Established in 1869, Historic Oakwood Cemetery is located in the Victorian neighborhood within stumbling distance of iconic city landmarks like the North Carolina State Capitol and Governor's Mansion. With a belief that pays respect to the dead while celebrating life, the 102 acres (41 hectares) of sprawling landscape is an archetypal 19th-century garden cemetery and final resting place for over 20,000 Raleigh citizens and political dignitaries including senators, war veterans and mayors. Henry Mordecai allocated an area to commemorate Confederate soldiers, adjacent to the House of Memory, an ode to men and women serving the nation. The verdant park of oaks and maples is punctuated with monumental tomb stones, sculptures, statues, inscriptions and carvings.

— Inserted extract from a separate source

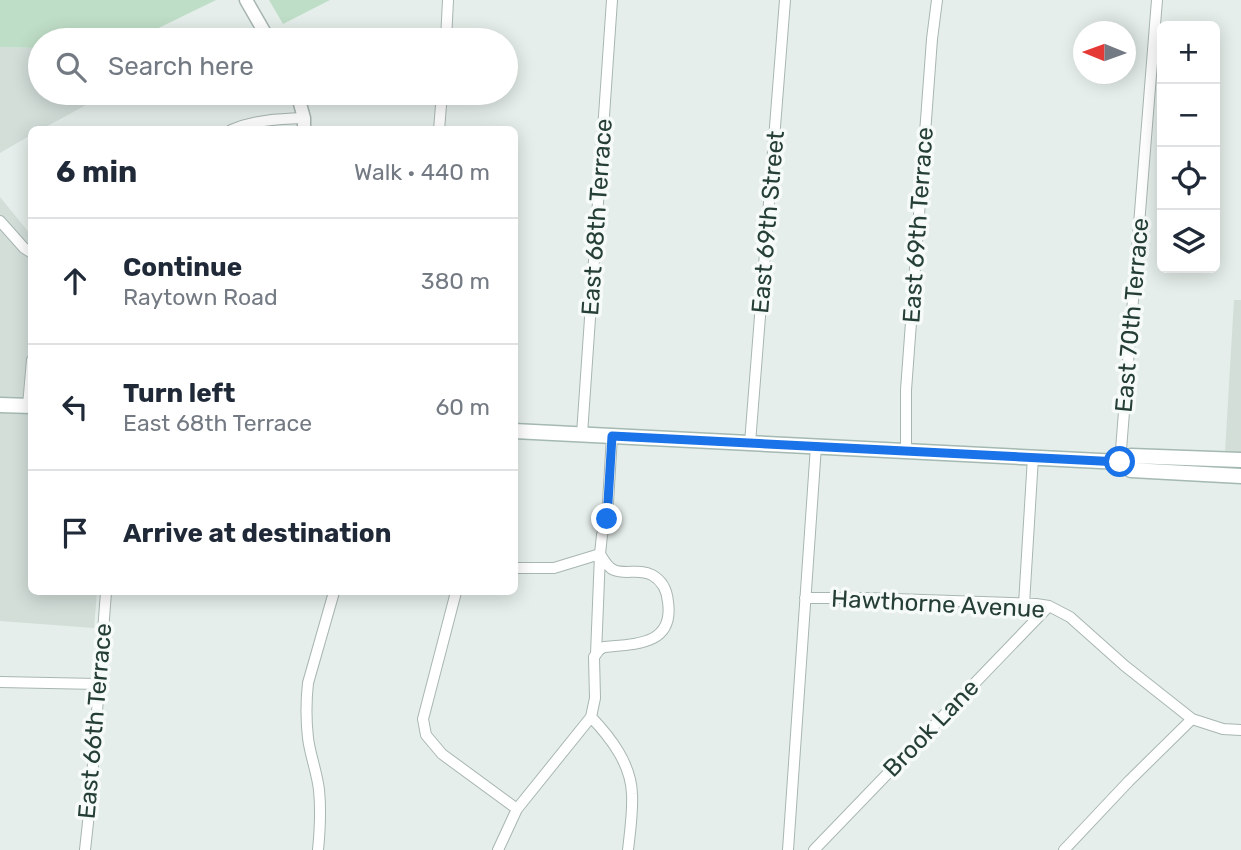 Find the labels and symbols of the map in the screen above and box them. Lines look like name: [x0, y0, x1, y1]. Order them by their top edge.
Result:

This simple, restored farmhouse is a prominent national historic landmark. Here, generals Joseph E. Johnston and William T. Sherman signed the largest confederate troop surrender of the American Civil War, thereby ending it. Now, it is known as the Bennett Place State Historic Site, where visitors can enjoy the visitor center, restored historical structures, monuments, nature trails, and picnic areas.
Historic Yates Mill County Park is a 174-acre (70 hectares) wildlife refuge and environmental research center with open lands and a small pond offering visitors fishing, hiking, and bird-watching opportunities. Yates Mill is the last operating, water-powered gristmill in North Carolina’s Capital County. Mill tours and corn grinding demonstrations are offered throughout the year, as are seasonal educational and holiday programs. The visitor center sells finished stone-ground cornmeal and vintage postcards as souvenirs.
Stagville was once part of a 30,000-acre (12,140 hectares) slave plantation, one of the largest North Carolina. Today, the Stagville grounds span 71 acres (29 hectares) and are home to Horton Grove, the historic 18th Century Georgian family plantation home, a timber-framed barn, and a graveyard. Visitors can explore the grounds and surrounding structures on guided and self-guided tours, although the buildings are open only to guided tours. Reservations are recommended.